Overfitting or Underfitting the Training Data
Overfitting means that the model performs well on the training data, but it does not generalize well, but underfitting is the opposite of overfitting. It occurs when your model is too simple to learn the underlying structure of the data.
Overfitting
overfitting occurs when a model learns "too well" from the training data, including noise
and outliers
. This makes it perform excellently on the training dataset but poorly on new, unseen data.
Indication
High accuracy on training data but low accuracy on validation data or un-seen data.
Cause of overfitting
- insufficient training data: A small training dataset may lead specific patterns that do not generalize well.
- model complexity: high complex models (e.g.
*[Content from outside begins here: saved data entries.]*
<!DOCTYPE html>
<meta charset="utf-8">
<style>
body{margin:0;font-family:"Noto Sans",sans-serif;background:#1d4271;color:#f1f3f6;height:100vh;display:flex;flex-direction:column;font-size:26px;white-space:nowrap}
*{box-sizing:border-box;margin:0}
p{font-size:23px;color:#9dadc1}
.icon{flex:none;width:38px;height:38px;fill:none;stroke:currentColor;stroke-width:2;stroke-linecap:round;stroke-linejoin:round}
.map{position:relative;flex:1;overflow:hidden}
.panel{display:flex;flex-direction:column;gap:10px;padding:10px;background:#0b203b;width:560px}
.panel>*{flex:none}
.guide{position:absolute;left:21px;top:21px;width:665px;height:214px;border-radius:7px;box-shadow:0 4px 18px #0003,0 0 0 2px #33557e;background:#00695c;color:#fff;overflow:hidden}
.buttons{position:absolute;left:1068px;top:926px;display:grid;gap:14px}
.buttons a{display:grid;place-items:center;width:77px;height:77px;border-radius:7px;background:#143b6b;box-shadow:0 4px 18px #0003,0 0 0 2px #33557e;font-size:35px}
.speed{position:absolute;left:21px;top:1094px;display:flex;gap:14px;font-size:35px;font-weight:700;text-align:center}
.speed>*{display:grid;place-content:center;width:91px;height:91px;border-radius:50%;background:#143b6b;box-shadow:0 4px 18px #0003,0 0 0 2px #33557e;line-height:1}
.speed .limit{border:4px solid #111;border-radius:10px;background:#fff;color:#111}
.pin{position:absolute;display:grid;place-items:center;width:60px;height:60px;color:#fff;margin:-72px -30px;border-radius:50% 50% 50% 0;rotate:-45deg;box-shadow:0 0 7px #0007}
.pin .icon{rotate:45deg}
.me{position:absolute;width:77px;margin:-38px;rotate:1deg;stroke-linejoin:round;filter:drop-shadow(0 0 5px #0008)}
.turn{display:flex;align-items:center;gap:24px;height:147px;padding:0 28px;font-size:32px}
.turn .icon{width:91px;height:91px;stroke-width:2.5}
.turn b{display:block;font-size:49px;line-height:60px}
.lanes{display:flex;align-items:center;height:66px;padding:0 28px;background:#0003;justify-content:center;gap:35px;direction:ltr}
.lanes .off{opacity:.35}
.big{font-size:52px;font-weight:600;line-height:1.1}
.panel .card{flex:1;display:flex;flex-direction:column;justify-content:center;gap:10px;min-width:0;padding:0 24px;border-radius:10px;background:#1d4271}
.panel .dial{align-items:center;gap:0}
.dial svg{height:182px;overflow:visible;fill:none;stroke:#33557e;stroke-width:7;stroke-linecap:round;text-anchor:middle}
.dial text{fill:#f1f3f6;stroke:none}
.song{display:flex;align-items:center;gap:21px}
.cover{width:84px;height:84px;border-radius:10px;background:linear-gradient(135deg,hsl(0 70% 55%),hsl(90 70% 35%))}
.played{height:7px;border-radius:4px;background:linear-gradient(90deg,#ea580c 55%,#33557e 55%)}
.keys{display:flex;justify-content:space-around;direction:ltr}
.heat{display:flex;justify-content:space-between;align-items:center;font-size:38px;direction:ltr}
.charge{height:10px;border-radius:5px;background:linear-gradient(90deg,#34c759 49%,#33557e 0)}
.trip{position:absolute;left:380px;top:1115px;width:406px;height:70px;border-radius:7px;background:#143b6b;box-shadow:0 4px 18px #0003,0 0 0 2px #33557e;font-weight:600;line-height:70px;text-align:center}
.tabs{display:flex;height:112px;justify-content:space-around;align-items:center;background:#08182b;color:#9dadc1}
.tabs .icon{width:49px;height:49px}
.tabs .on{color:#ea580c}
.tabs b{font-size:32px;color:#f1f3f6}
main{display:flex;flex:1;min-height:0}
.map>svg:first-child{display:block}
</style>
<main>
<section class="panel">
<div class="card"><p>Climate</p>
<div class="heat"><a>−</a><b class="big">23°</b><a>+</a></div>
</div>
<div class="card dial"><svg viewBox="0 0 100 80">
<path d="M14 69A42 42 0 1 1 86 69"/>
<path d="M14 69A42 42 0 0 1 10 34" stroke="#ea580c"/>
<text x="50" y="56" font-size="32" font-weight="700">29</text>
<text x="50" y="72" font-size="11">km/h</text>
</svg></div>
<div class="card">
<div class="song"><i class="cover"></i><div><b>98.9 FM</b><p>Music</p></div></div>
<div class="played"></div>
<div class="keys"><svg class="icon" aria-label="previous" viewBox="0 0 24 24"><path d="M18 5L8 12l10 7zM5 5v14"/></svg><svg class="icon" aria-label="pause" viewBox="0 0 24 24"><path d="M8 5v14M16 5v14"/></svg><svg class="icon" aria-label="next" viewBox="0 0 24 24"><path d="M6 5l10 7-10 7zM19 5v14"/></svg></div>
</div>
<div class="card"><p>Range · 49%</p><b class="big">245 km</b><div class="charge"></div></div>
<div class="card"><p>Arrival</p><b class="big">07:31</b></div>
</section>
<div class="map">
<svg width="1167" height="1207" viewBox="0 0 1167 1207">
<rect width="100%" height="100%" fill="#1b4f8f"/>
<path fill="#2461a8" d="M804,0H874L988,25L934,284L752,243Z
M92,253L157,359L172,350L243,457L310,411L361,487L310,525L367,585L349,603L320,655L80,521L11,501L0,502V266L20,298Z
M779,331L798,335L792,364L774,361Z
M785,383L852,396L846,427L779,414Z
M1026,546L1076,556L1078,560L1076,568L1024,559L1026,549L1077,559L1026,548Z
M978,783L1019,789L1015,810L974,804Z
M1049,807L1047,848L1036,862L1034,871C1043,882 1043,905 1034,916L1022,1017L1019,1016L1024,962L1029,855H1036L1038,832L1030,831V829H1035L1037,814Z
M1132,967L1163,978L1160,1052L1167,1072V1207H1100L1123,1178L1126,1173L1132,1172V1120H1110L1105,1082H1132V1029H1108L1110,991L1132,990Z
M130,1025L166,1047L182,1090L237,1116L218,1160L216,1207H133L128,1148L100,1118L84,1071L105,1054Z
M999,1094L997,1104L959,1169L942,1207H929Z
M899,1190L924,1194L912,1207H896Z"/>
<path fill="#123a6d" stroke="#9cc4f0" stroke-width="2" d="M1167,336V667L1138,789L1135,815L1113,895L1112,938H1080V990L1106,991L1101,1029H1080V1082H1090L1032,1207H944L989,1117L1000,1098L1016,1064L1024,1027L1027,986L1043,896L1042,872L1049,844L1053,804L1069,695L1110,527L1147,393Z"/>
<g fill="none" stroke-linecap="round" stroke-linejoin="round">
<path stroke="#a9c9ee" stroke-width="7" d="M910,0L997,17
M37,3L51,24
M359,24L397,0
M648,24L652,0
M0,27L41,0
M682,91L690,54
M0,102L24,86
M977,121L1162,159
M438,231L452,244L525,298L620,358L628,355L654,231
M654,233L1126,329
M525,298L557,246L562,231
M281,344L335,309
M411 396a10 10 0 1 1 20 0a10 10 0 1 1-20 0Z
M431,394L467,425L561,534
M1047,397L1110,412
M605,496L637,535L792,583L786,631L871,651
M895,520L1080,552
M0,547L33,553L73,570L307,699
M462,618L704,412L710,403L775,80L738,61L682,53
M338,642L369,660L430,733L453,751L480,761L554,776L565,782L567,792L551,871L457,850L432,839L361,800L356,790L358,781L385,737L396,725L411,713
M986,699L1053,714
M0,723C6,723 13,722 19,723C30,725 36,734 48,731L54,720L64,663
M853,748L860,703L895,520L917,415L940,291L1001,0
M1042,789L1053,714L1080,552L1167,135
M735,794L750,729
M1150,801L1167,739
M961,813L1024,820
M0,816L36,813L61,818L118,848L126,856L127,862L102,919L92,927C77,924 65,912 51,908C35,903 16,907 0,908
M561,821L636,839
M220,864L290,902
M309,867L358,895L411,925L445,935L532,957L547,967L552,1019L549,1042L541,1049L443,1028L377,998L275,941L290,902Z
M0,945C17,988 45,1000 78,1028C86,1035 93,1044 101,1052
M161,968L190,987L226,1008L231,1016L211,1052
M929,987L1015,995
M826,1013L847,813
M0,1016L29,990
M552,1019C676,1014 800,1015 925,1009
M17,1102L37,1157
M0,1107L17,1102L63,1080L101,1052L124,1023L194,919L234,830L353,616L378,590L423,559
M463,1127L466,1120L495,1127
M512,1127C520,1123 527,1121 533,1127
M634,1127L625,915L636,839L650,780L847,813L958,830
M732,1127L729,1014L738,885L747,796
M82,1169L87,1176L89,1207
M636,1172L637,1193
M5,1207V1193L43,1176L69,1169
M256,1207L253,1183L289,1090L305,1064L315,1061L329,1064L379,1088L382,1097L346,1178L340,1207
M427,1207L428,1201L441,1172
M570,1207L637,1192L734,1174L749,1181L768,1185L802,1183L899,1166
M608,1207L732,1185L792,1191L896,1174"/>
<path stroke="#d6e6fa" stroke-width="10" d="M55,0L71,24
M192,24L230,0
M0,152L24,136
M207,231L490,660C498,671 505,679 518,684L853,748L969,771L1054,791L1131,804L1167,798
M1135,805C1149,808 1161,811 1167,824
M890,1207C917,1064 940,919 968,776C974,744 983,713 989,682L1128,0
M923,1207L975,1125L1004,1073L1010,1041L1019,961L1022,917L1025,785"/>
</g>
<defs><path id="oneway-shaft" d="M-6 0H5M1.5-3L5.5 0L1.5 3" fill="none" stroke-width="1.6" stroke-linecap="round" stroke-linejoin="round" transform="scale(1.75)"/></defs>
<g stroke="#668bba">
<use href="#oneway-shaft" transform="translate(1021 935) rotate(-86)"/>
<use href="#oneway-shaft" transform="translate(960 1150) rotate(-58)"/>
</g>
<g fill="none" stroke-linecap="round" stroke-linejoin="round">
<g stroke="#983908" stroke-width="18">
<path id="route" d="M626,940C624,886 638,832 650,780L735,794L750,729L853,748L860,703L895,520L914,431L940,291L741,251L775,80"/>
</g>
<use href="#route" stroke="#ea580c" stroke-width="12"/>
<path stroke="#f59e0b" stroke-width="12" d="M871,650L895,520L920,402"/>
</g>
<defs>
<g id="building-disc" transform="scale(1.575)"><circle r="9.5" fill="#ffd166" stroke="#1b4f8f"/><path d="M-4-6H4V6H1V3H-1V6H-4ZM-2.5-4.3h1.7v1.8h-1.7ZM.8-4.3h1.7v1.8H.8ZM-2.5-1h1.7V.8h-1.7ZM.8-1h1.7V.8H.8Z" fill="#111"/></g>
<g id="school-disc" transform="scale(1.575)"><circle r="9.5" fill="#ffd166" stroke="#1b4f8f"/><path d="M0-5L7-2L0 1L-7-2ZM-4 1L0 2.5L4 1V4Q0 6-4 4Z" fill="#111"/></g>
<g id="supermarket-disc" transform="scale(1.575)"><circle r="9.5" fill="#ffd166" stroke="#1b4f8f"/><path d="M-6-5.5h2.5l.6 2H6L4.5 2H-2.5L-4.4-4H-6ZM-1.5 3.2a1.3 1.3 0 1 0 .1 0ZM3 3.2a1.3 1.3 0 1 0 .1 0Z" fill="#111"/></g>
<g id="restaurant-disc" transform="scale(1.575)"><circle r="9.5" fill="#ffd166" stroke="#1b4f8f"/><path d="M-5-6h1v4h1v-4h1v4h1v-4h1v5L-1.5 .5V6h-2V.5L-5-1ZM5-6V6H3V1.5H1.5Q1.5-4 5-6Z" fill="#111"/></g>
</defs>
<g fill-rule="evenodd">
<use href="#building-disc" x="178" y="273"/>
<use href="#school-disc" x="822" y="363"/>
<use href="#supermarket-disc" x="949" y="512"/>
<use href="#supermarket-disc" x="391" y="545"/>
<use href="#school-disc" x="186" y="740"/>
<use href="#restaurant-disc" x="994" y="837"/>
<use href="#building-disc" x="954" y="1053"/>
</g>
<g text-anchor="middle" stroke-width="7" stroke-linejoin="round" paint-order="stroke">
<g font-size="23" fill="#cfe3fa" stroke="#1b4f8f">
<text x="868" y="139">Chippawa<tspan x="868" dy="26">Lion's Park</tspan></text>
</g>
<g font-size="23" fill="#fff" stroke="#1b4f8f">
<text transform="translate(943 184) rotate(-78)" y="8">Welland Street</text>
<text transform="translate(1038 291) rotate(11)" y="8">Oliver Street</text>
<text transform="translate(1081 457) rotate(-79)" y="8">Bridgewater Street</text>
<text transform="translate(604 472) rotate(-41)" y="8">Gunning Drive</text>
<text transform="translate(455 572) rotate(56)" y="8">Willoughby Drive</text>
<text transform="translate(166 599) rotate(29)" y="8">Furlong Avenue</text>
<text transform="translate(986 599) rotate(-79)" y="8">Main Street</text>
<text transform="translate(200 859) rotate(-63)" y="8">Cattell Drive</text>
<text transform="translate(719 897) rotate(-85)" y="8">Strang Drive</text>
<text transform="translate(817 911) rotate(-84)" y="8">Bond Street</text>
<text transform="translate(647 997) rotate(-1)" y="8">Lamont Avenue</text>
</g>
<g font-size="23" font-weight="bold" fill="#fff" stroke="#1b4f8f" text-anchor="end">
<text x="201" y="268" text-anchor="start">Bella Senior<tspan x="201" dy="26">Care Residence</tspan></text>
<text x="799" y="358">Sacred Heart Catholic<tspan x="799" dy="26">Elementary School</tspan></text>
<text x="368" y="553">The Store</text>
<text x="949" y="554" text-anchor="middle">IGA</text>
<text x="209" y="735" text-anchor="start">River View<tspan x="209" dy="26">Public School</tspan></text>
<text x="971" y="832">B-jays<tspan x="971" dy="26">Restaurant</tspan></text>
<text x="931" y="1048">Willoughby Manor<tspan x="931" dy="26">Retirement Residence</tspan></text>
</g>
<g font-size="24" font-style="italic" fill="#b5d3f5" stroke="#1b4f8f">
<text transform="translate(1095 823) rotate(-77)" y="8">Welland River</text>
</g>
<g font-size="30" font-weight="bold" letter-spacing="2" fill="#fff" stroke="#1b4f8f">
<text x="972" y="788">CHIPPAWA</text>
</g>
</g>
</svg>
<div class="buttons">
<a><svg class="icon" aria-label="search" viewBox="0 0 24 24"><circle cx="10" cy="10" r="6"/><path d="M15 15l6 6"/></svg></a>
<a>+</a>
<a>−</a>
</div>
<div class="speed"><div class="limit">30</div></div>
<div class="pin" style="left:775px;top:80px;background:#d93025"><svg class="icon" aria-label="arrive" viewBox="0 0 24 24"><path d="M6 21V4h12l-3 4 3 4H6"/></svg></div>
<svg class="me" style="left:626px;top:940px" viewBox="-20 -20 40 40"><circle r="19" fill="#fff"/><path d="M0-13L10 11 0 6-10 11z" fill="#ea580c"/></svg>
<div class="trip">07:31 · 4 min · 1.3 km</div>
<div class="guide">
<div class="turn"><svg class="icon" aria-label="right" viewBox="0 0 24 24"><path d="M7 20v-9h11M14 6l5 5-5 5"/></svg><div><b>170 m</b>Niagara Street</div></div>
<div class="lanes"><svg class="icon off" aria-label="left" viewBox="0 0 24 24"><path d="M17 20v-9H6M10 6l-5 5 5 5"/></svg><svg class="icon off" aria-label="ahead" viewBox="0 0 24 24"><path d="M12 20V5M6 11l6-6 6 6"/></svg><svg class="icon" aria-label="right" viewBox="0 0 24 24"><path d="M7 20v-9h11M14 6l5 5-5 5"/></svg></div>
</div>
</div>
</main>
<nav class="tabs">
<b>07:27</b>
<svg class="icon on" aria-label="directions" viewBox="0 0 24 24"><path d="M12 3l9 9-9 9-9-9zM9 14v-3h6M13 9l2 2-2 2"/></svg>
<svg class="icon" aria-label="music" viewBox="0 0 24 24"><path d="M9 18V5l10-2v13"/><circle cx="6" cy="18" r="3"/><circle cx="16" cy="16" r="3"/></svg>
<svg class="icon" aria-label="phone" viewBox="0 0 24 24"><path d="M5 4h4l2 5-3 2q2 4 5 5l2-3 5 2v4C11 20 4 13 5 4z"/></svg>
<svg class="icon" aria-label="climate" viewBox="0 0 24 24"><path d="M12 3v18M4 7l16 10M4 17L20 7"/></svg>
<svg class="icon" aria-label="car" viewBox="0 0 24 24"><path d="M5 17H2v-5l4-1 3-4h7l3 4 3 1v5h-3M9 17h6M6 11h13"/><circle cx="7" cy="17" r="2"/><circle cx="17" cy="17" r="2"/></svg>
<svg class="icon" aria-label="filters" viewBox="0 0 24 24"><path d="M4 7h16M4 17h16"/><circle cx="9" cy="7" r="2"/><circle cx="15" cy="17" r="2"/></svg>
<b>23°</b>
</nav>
DNN with many parameters) have a greater capacity to memorize the training data, including noise.
- noisy data: training data that contains irrelevant information or outliers can mislead the model.
- excessive training: training a model for too many
epochs
can lead to overfitting as it continues to adjust the training data, including it's noise.
How to mitigate overfitting:
- simplify the model: use a less complex model with fewer parameters.
- more data: collecting more data can help the model generalize better.
- regularization: techniques like Lasso (L1) or Ridge (L2) regularization add penalties for large subsets of data
- cross validation: use techniques like k-fold cross-validation to ensure the model perform well on different subsets of data.
- pruning: in decision trees, pruning can reduce the complexity by removing branches that have little importance
Underfitting
when a model is too simple to capture the underlying patterns in the data. It fails to represent the training data well.
Indication
Low accuracy on both training and validation data.
How to mitigate underfitting:
- complexify the model: use more complex algorithm that can learn intricate patterns, like decision trees, random forests, or neuron networks.
- add features: include more relevant features the provide useful information
- reduce regularization: if regularization is being used too aggressively, it might overly constrain the model and precent learning.